Pre-Tax Flex Spending Acct & Hospital Bill

Jurisdiction
Wisconsin
I was in the hospital with a sudden & unexpected severe bacterial illness (not Covid) from December 21-30.

I have health insurance & I have a flex spending account for pre-tax savings to cover things like health insurance deductibles, co-insurance, co-pays, etc.

I have $1500 in my flex spending account (MY money, that I put there via payroll deductions) which is going to disappear into thin air if I don't use it by the end of the year (the disadvantage of those pre-tax savings accounts). I have 90 days to submit bills, so roughly the end of March. If a medical bill for 2021 isn't submitted by then, my savings disappears into thin air and I can't use it to pay the bill in question.

Problem is, I asked the hospital when I might expect to receive a bill from them, and they said not until May at least. They're overwhelmed & short staffed. I explained that I needed to submit their bill to my flex spending account by the end of March. The person I was talking to from the billing department of the hospital just laughed & said, "Not gonna happen."

Is there anything I can do to make the hospital send me a bill soon enough to use MY OWN MONEY that I SAVED for this very purpose to pay my share of this hospital bill, or am I screwed because the hospital can't bill me until it's too late?
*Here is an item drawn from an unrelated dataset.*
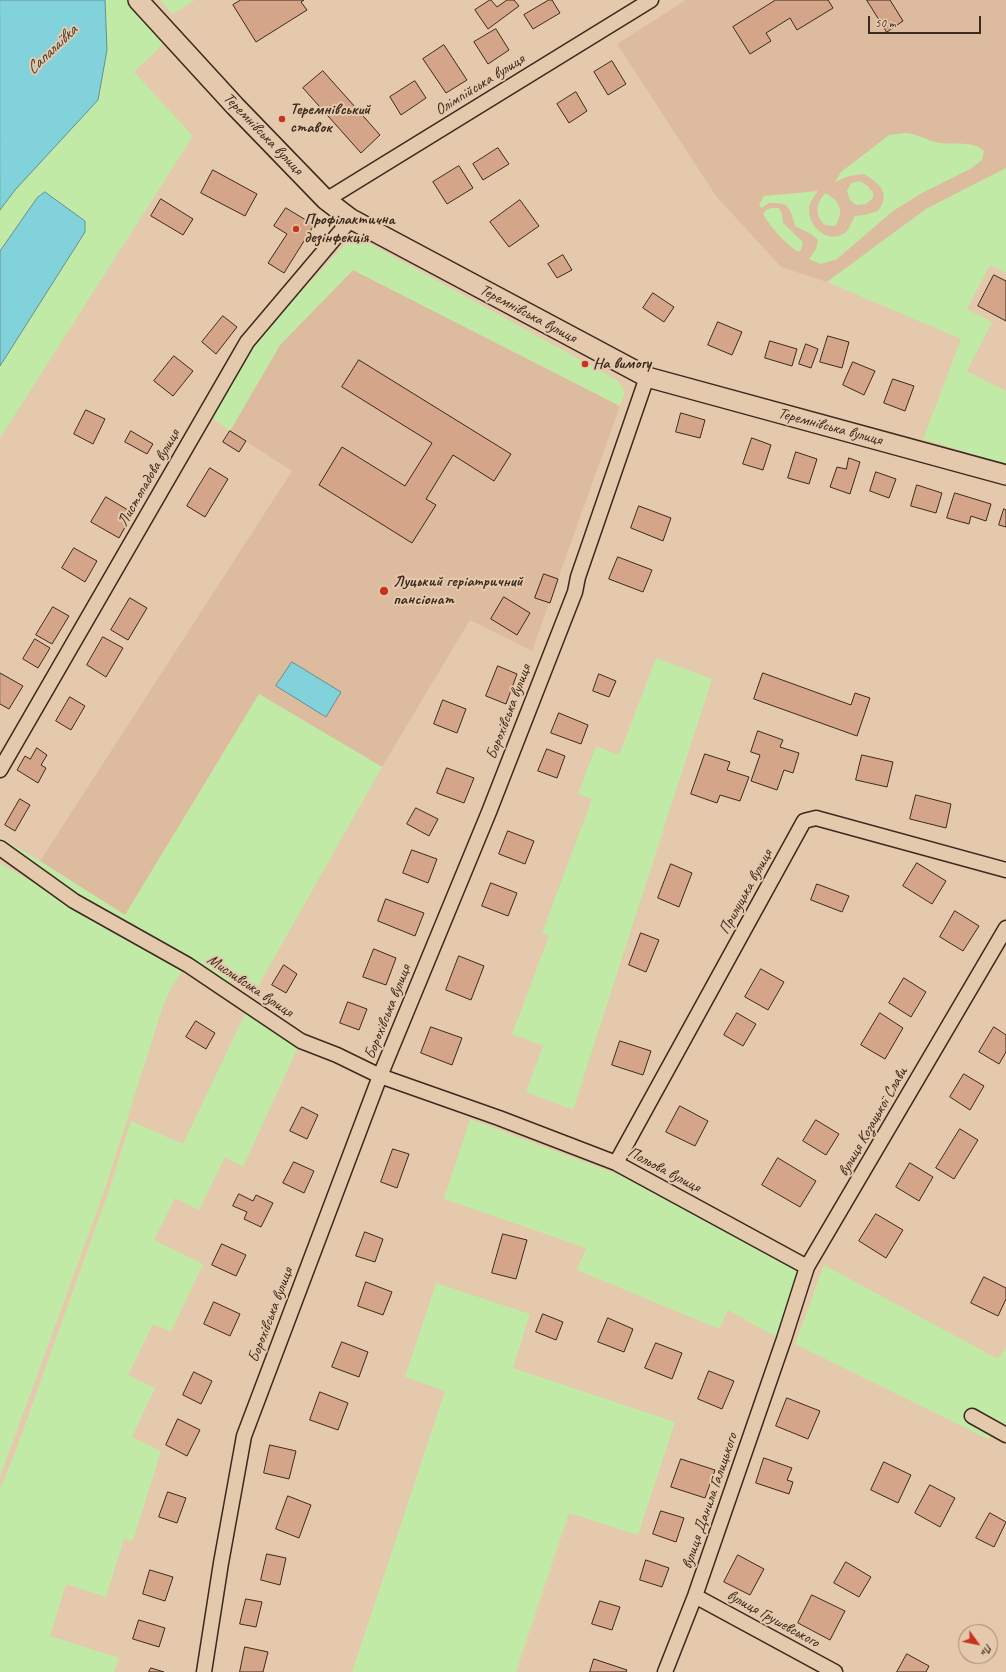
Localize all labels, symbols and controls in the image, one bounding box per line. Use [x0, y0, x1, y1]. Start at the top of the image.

Like, I know this sounds dumb, but can I take the hospital to small claims court to force them to send me a bill before then end of March?
 
Like, I know this sounds dumb, but can I take the hospital to small claims court to force them to send me a bill before then end of March?

No. You'll only waste your money. The judge will toss it in a heartbeat.

Here are some thoughts.

The hospital is likely to bill your insurance first then wait to get paid before billing you for the balance. They like to get the big piece as quickly as possible.
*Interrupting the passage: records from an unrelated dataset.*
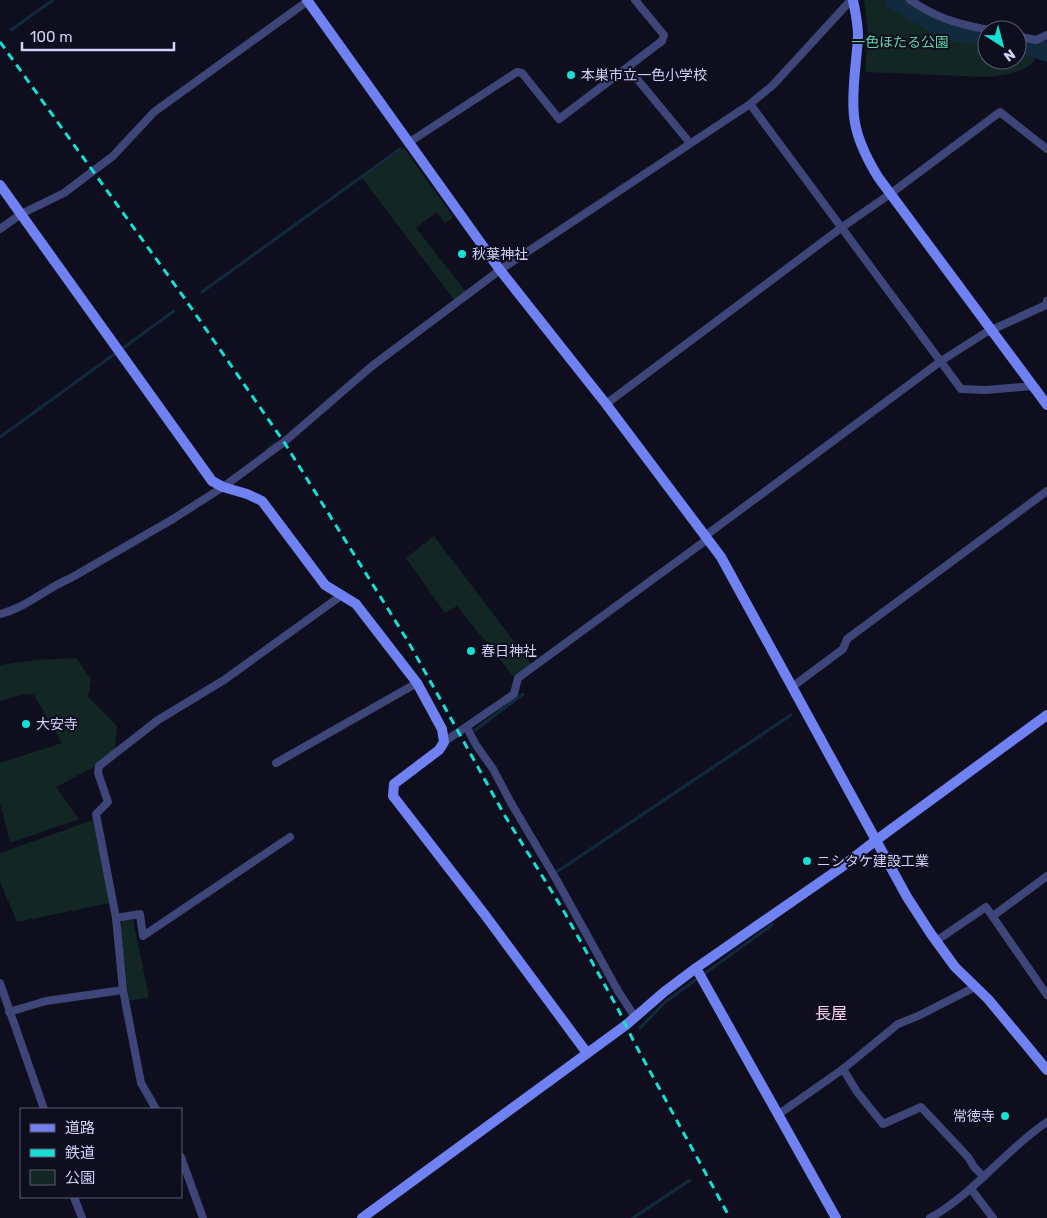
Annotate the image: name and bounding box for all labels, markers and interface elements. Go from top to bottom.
scale bar [22,20,175,52]
north arrow [977,20,1027,70]
text: 100 m [30,28,72,46]
park label: 一色ほたる公園 [851,34,949,51]
text: N [1000,45,1018,65]
place label: 本巣市立一色小学校 [581,67,707,84]
marker: 本巣市立一色小学校 [565,69,577,81]
place label: 秋葉神社 [472,246,528,263]
marker: 秋葉神社 [456,248,468,260]
place label: 春日神社 [481,643,537,660]
marker: 春日神社 [465,645,477,657]
place label: 大安寺 [36,716,78,733]
marker: 大安寺 [20,718,32,730]
place label: ニシタケ建設工業 [817,853,929,870]
marker: ニシタケ建設工業 [801,855,813,867]
district label: 長屋 [815,1004,847,1023]
legend [20,1108,182,1198]
place label: 常徳寺 [953,1108,995,1125]
marker: 常徳寺 [999,1110,1011,1122]
text: 道路 [65,1119,95,1137]
text: 鉄道 [65,1144,95,1162]
text: 公園 [65,1169,95,1187]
Check with your medical insurance frequently. An EOB (explanation of benefits) will tell you how much is billed and how much you might owe. Your insurance may be able to provide you with a copy of the actual bill. You should be able to pay the balance without having received your own bill.

It's also possible that you had services that will be billed by someone other than the hospital. A specialist or other doctor may not be part of the hospital and may bill separately. There may be other services not billed by the hospital. Maybe from your own doctor if your doctor attended. You may be able to get those bills sooner or also from your insurance.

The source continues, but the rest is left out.